Pembrolizumab Improves OS in Treatment of Advanced Urothelial Cancer

February 2, 2017
Dave Levitan
Dave Levitan

The PD-1 inhibitor pembrolizumab yielded significantly improved overall survival vs chemotherapy as second-line treatment in advanced urothelial cancer.

The programmed death 1 (PD-1) inhibitor pembrolizumab yielded significantly improved overall survival (OS) compared with investigator’s choice chemotherapy as second-line therapy in advanced urothelial cancer, according to a new study. This is the first second-line option to offer improved outcomes in this setting.

There is no standard therapy in the second-line setting for this malignancy; paclitaxel, docetaxel, and vinflunine are commonly used but have not been shown to offer substantial clinical benefit. The new KEYNOTE-045 study included 542 patients randomized to either pembrolizumab (270 patients) or investigator’s choice of those three chemotherapy agents (272 patients); the results were presented by Andrea Necchi, MD, of the Fondazione IRCCS Istituto Nazionale dei Tumori in Milan, Italy, at the European Cancer Congress 2017 in Amsterdam.

Most patients in the study had visceral disease (87.3%), and 34.3% had liver metastases. The median follow-up period was 9.0 months, and pembrolizumab significantly improved OS compared with chemotherapy. The median OS was 10.3 months with pembrolizumab compared with 7.4 months with chemotherapy, for a hazard ratio (HR) of 0.73 (95% CI, 0.59–0.91; P = .0022).

There was no difference with regard to progression-free survival, with a median of 2.1 months with pembrolizumab and 3.3 months with chemotherapy, for an HR of 0.98 (95% CI, 0.81–1.19; P = .42). The objective response rate was better with the immunotherapy agent, at 21.1% compared with 11.4% with chemotherapy, for a treatment difference of 9.6% (P = .0011).

There were fewer adverse events of any grade with pembrolizumab (60.9% vs 90.2%), as well as fewer grade 3–5 treatment-related adverse events (15.0% vs 49.4%); four patients in each study arm died due to treatment-related adverse events.
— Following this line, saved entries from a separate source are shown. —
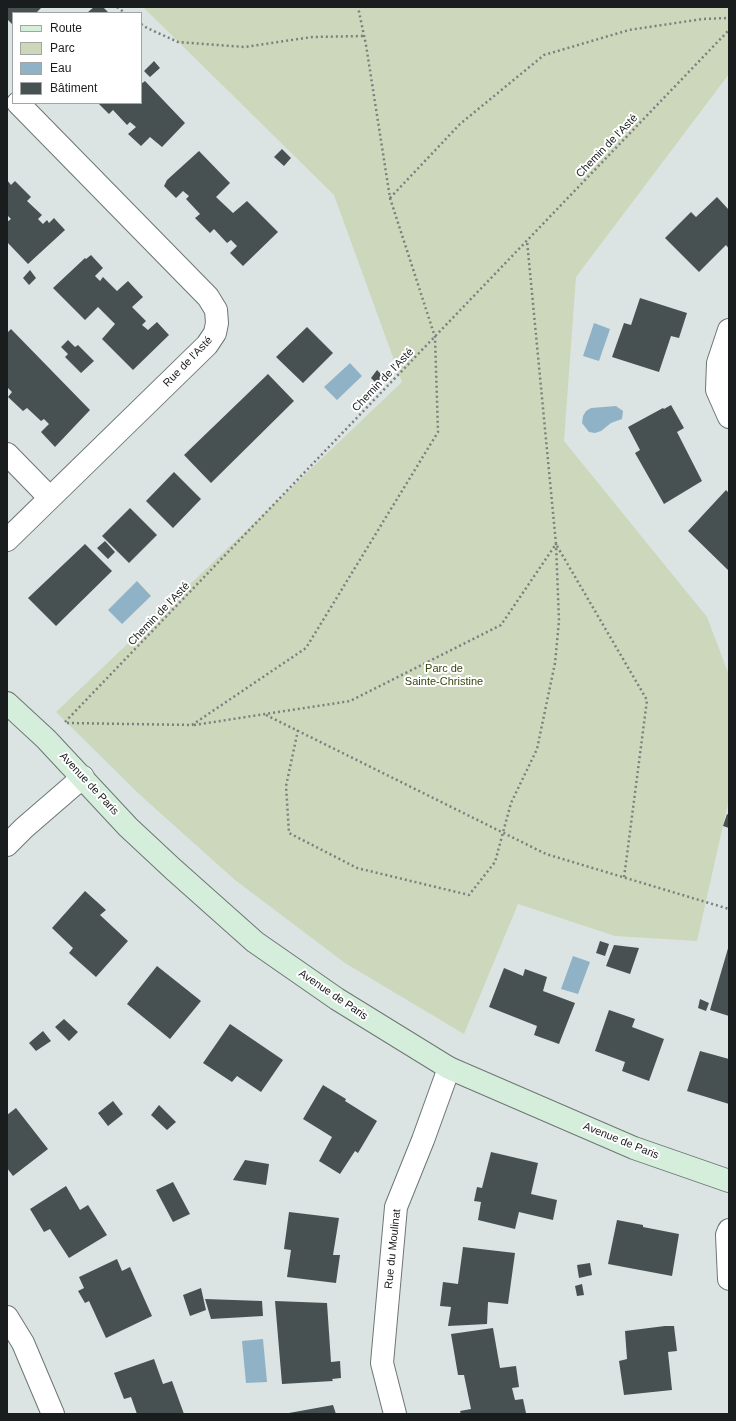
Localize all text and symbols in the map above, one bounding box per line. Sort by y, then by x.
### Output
legend [12,12,142,104]
text: Route [50,21,82,35]
text: Parc [50,41,75,55]
text: Eau [50,61,71,75]
text: Bâtiment [50,81,97,95]
street label: Chemin de l'Asté [573,112,641,180]
street label: Rue de l'Asté [161,334,215,390]
street label: Chemin de l'Asté [349,346,417,414]
street label: Chemin de l'Asté [125,580,193,648]
park label: Parc de Sainte-Christine [405,662,483,688]
street label: Avenue de Paris [57,750,121,818]
street label: Avenue de Paris [296,967,370,1023]
street label: Avenue de Paris [581,1120,661,1162]
street label: Rue du Moulinat [382,1208,404,1290]

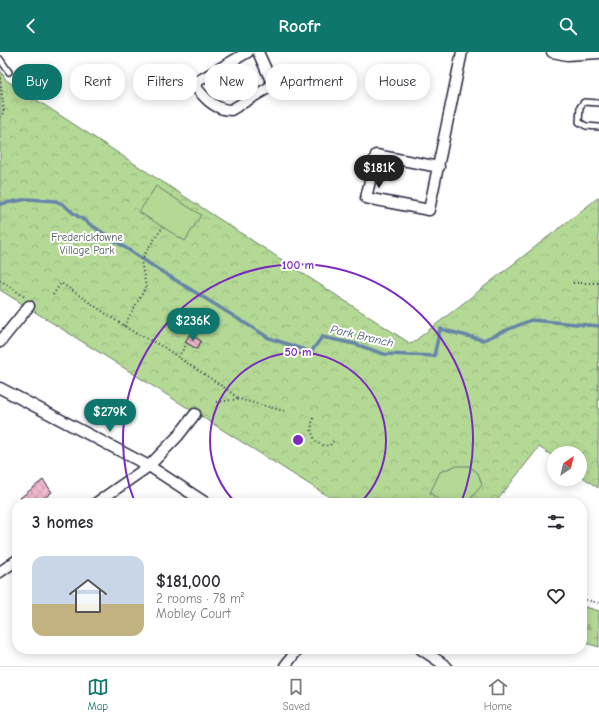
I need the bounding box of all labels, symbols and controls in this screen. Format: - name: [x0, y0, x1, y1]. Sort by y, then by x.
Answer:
- icon: back: [20, 15, 42, 37]
- icon: search: [557, 15, 579, 37]
- text: Roofr: [278, 16, 321, 37]
- chip: Buy: [12, 64, 62, 100]
- chip: Rent: [70, 64, 125, 100]
- chip: Filters: [133, 64, 197, 100]
- chip: New: [205, 64, 258, 100]
- chip: Apartment: [266, 64, 357, 100]
- chip: House: [365, 64, 430, 100]
- pin: $181K: [351, 155, 407, 189]
- text: $181K: [363, 160, 395, 175]
- park label: Fredericktowne Village Park: [51, 231, 123, 257]
- text: 100 m: [282, 258, 314, 272]
- pin: $236K: [165, 308, 221, 342]
- text: $236K: [176, 313, 210, 328]
- water label: Park Branch: [329, 322, 395, 350]
- text: 50 m: [284, 345, 312, 359]
- pin: $279K: [82, 399, 138, 433]
- text: $279K: [93, 404, 127, 419]
- centre of rings: [291, 433, 305, 447]
- north arrow: [547, 446, 587, 486]
- map controls: [547, 446, 587, 486]
- icon: filters: [545, 511, 567, 533]
- text: 3 homes: [32, 513, 93, 532]
- icon: home: [64, 572, 112, 620]
- text: $181,000: [156, 572, 221, 591]
- icon: heart: [545, 585, 567, 607]
- text: 2 rooms · 78 m²: [156, 591, 244, 606]
- text: Mobley Court: [156, 606, 231, 621]
- tab: Map: [87, 676, 109, 713]
- tab: Saved: [283, 676, 310, 713]
- tab: Home: [484, 676, 512, 713]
Necchi noted that the better toxicity profile is important “because this patient population tends to be mostly elderly patients who have many other illnesses and health conditions as well,” according to a press release.

Necchi also noted that the median duration of response was not reached with pembrolizumab, while it was only 4.3 months with investigator’s choice chemotherapy.

“KEYNOTE-045 is a landmark study,” Necchi said. “It represents a real advance in the second-line treatment of advanced bladder cancer. …These results support the use of pembrolizumab as the new standard of care for advanced bladder cancer.”